# A motivating example for a generalized Dirichlet problem

This is an example of Dirichlet problem whose unique solution only meets its boundary in the generalized sense. In other words, there is no solution in classical Dirichlet sense. It is taken from Example 7.8 of [Crandall, Ishii, Lion 1992].

Let’s consider a domain ${O = (-1, 1) \times (0,1)}$, and an equation $\displaystyle u + x u_{y} = 0, \hbox{ on } O, \ u = \phi(x,y) := y, \hbox{ on } \partial O. \ \ \ \ \ (1)$

Its counterpart of exit problem is the following.

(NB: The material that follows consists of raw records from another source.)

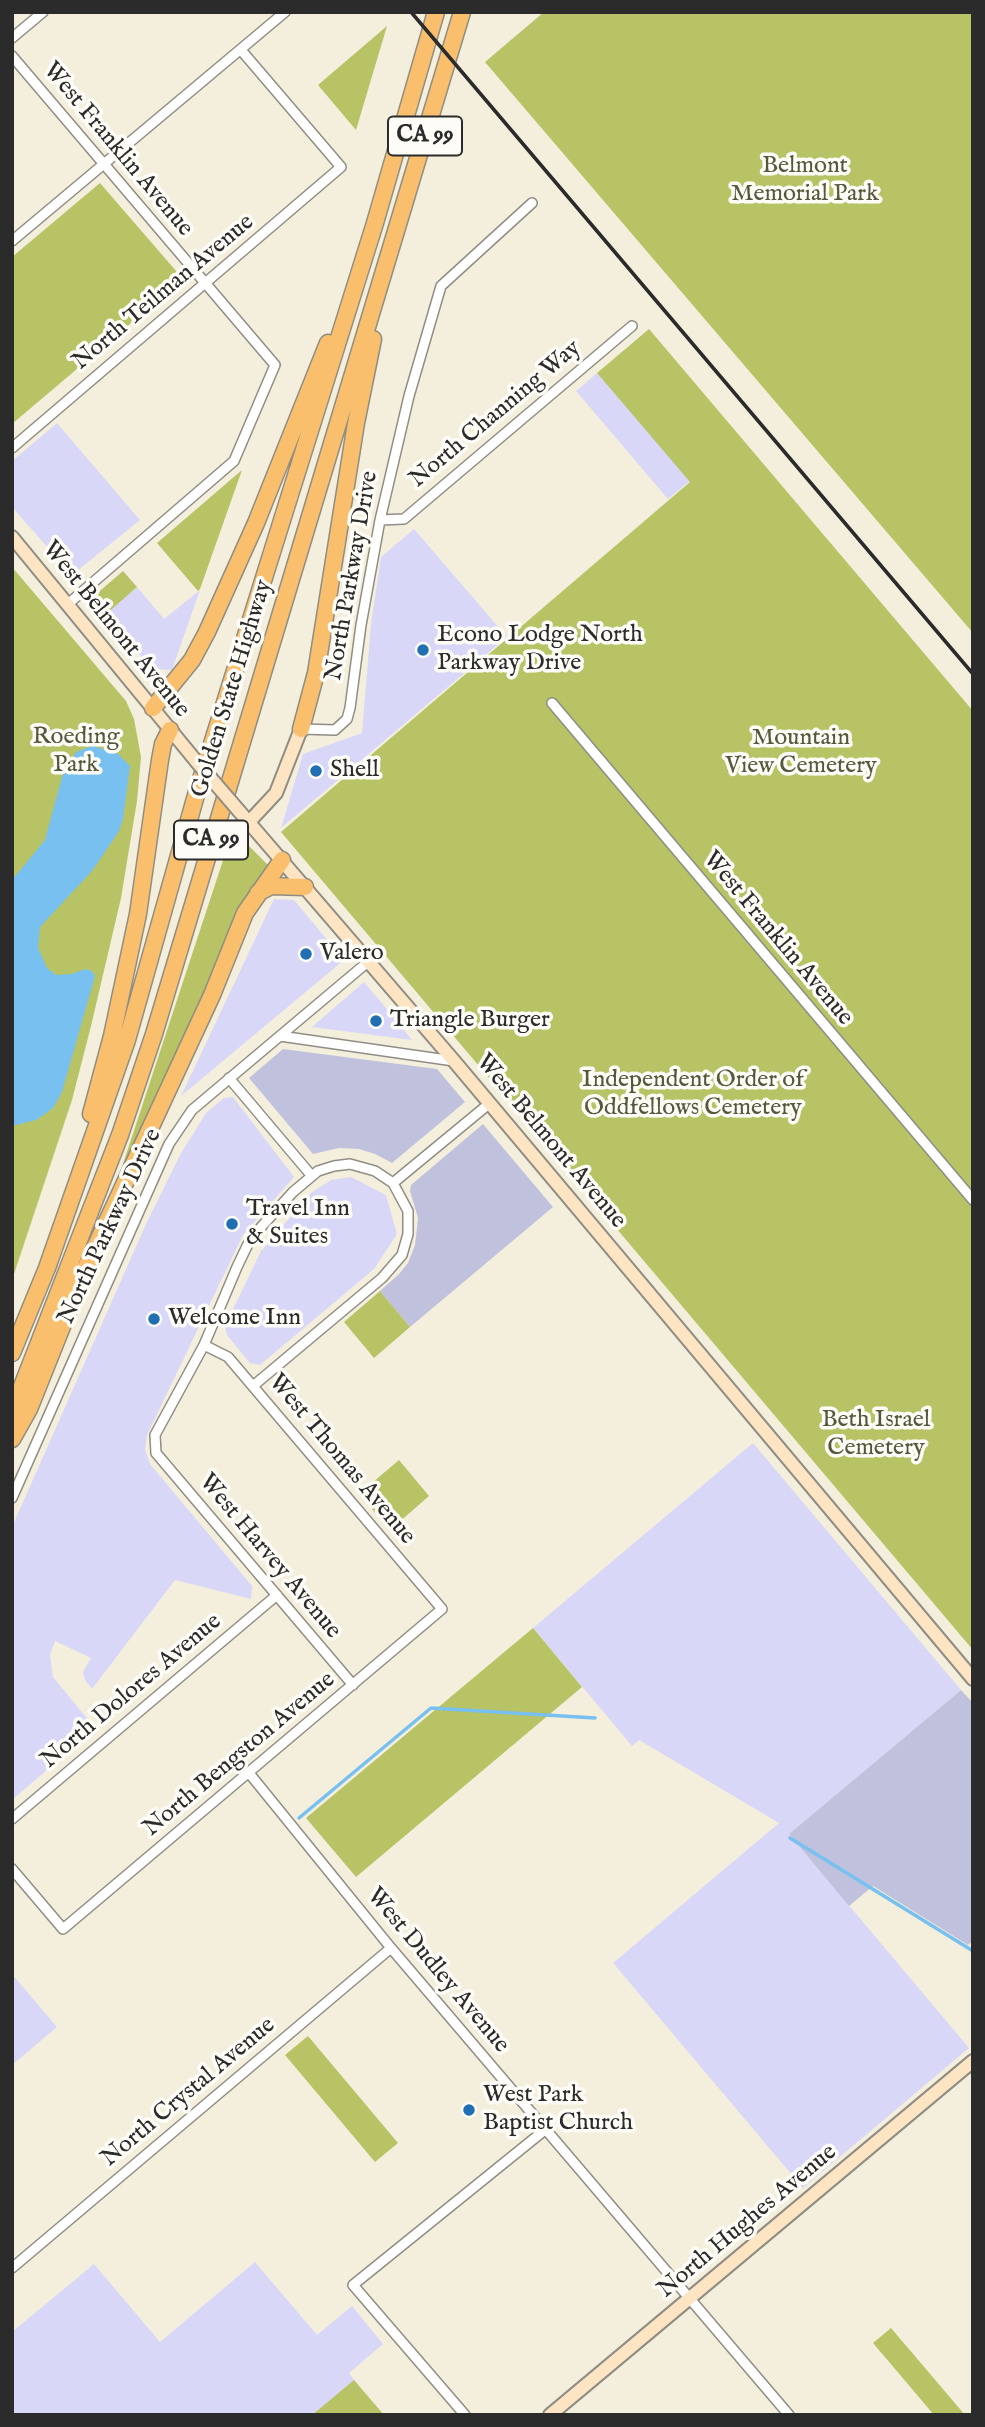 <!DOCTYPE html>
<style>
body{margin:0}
#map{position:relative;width:985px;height:2427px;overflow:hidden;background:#f4efdd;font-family:"IM FELL English",serif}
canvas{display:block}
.frame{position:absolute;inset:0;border:14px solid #2b2b2b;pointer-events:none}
</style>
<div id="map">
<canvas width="985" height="2427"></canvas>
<div class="frame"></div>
</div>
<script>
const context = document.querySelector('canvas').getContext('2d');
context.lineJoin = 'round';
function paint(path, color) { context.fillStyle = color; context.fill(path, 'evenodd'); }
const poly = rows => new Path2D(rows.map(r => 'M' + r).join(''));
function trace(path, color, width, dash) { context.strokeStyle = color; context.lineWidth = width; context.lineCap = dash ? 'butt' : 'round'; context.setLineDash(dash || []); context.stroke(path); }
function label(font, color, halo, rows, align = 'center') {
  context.font = font + ' "IM FELL English",serif'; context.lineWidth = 7; context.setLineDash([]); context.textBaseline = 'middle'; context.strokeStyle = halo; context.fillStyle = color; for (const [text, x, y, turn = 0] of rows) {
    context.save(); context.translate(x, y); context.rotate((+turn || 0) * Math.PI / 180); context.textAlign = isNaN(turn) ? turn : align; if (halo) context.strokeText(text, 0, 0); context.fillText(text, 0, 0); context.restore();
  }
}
const built = poly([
 [597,373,690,481,668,499,576,391],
 [57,423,140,520,72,575,12,507,12,461],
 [414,529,507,637,281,828,303,754,362,733,371,624,381,557],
 [137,587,164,619,200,590,172,670,152,669,105,614],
 [274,899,294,900,344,960,181,1096],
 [364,982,381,1002,412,1040,312,1027],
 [233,1097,294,1177,243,1235,147,1435,145,1450,150,1464,252,1586,251,1599,175,1580,92,1689,85,1680,83,1672,91,1658,55,1641,50,1655,53,1677,90,1722,91,1732,12,1800,12,1527,146,1224,180,1155,206,1113,224,1098],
 [351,1177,386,1195,397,1234,374,1269,260,1365,250,1363,227,1335,225,1326,261,1251,311,1193,331,1180],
 [753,1443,961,1690,789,1834,969,2048,803,2188,613,1963,779,1823,639,1740,632,1746,533,1628],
 [12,1974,57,2027,12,2065],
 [255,2262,317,2335,352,2306,383,2344,349,2373,354,2380,312,2415,12,2415,12,2332,94,2264,160,2342]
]);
const industrial = poly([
 [283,1049,437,1069,465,1102,392,1163,375,1154,359,1149,339,1148,313,1154,249,1078],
 [483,1124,553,1207,410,1327,380,1291,399,1274,408,1263,415,1245,418,1218,410,1191,411,1185],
 [961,1690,973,1703,973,1941,968,1945,873,1886,849,1906,789,1834]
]);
const green = poly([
 [544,12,973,12,973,633,485,62],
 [387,26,356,130,318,85],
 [100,183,183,279,12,424,12,257],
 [649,329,973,711,973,1650,281,832,690,482,597,373],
 [242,470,200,589,198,591,157,543],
 [12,567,126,701,134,719,141,757,137,801,121,898,91,1026,72,1100,12,1280],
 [123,571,137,587,105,615,94,602,94,596],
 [233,830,271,868,130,1176,121,1170],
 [380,1291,410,1327,374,1358,344,1322],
 [399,1460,429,1496,390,1530,359,1494],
 [533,1628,582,1687,356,1877,306,1818],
 [308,2036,398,2143,375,2162,285,2055],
 [891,2328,965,2415,934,2415,873,2343],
 [354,2380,384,2415,312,2415]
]);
const water = poly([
 [92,746,117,753,130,766,123,819,119,831,92,871,40,927,38,948,47,968,56,975,72,974,85,969,92,971,95,976,62,1092,53,1108,45,1114,36,1120,12,1126,14,1063,12,1062,12,880,45,840,62,777,76,752]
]);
const stream = poly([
 [299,1818,431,1708,595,1718],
 [790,1838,973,1951]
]);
const street = poly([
 [12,38,43,12],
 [12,56,275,365,234,461,68,604],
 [12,241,285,12],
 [12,448,341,167,241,50],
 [380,520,404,519,632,326],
 [552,703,973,1200],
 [301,729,335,730,347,719,350,708,361,625,380,520,409,396,441,286,532,203],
 [280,1036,454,1061],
 [229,1078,311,1175],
 [393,1183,490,1103],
 [253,1386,382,1278,402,1255,408,1234,408,1211,393,1183,375,1171,350,1164,334,1166,318,1171,293,1192,262,1226,248,1244,237,1267,204,1345,155,1435,156,1453,353,1685],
 [12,1498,169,1144,192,1110,369,961],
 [249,1773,391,1948,789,2415],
 [12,1819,277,1595],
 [12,1869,63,1929,442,1609,228,1357,204,1345],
 [12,2268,391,1948],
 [465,2415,353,2285,546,2129]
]);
const secondary = poly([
 [12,537,196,761],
 [239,811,454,1061,973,1679],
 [249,822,276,793,301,729],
 [550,2415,973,2061]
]);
const highway = poly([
 [153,708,192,660,207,632,256,523,328,343],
 [301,729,316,673,356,423,373,339],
 [258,893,271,886,305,887],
 [91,1114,112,1036,138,914,160,760,163,744,170,730],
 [12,1353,47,1268,127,1040,196,795,375,223,436,12],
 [12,1412,120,1135,154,1034,462,12],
 [12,1439,29,1409,85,1269,212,995,245,913,282,860]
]);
const rail = poly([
 [411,12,973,674]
]);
const secondaryBridge = poly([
 [196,761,239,811]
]);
const markers = [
 [423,650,7,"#1f6fb2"],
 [316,771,7,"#1f6fb2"],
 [306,954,7,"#1f6fb2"],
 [376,1021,7,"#1f6fb2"],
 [232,1224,7,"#1f6fb2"],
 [154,1319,7,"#1f6fb2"],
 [469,2110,7,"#1f6fb2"]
];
const shields = [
 [425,136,74],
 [211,840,74]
];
const shieldNames = [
 ["CA 99",425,136],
 ["CA 99",211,840]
];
const streetNames = [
 ["West Franklin Avenue",117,150,50],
 ["North Teilman Avenue",164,293,-40],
 ["North Channing Way",496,415,-40],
 ["North Parkway Drive",353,576,-80],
 ["West Belmont Avenue",115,630,51],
 ["Golden State Highway",233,689,-73],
 ["West Franklin Avenue",777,939,50],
 ["West Belmont Avenue",550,1142,50],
 ["North Parkway Drive",111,1227,-65],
 ["West Thomas Avenue",341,1460,50],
 ["West Harvey Avenue",269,1557,50],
 ["North Dolores Avenue",132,1692,-40],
 ["North Bengston Avenue",240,1755,-40],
 ["West Dudley Avenue",437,1971,50],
 ["North Crystal Avenue",189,2093,-40],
 ["North Hughes Avenue",748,2222,-40]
];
const parkNames = [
 ["Belmont",805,167],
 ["Memorial Park",805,195],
 ["Roeding",76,738],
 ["Park",76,766],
 ["Mountain",801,739],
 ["View Cemetery",801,767],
 ["Independent Order of",693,1081],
 ["Oddfellows Cemetery",693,1109],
 ["Beth Israel",876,1421],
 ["Cemetery",876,1449]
];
const poiNames = [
 ["Econo Lodge North",437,636],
 ["Parkway Drive",437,664],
 ["Shell",330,771],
 ["Valero",320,954],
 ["Triangle Burger",390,1021],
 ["Travel Inn",246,1210],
 ["& Suites",246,1238],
 ["Welcome Inn",168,1319],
 ["West Park",483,2096],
 ["Baptist Church",483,2124]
];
paint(built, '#d9d7f8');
paint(industrial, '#c0c2dd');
paint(green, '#b7c365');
paint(water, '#77c0f0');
trace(stream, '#77c0f0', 3.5);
trace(street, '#908d84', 12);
trace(secondary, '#908d84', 16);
trace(highway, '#908d84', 19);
trace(street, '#fff', 9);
trace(secondary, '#fde5c4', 12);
trace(highway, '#f9bf6c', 16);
trace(rail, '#2b2b2b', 3.5);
trace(secondaryBridge, '#908d84', 16, []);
trace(secondaryBridge, '#fde5c4', 12);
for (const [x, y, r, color] of markers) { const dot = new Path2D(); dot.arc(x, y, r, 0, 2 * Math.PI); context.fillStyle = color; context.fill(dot); trace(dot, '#fdfcf7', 2.5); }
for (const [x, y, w] of shields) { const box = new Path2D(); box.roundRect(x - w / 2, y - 19.5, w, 39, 5); context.fillStyle = '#fdfcf7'; context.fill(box); trace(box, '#2b2b2b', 2); }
label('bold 23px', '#2b2b2b', null, shieldNames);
label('24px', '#2b2b2b', '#fdfcf7', streetNames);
label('24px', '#55593c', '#fdfcf7', parkNames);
label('24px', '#2b2b2b', '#fdfcf7', poiNames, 'left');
</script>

1. With underlying process $\displaystyle X_{t} = x, \ Y_{t} = y - xt,$

2. and its exit time ${\tau = \tau(x,y) = \inf\{t>0: (X_{t}, Y_{t}) \notin O\}}$.
3. The value functions is defined as $\displaystyle v(x,y) = e^{-\tau} \phi(X_{\tau}, Y_{\tau}).$

For this simple exit problem, a straightforward computation leads to an explicit value $\displaystyle v(x, y) = e^{(1- y)/x} I_{(-\infty, 0)}(x).$

One can check that ${v\in C(O)}$ satisfies the viscosity solution property in ${O}$. However, it loses some boundary values, in particular on ${\{(x,1): x \ge 0\} \subset \partial O}$. It is proved in Example 7.8 of [CIL92] that it’s not possible to have a solution with Dirichlet boundary values in the classical sense. This is the motivation of generalized Dirichlet problem. By imposing the viscosity property at the boundary points losing its boundary value, one can justify the above value ${v}$ as a unique solution in this new definition.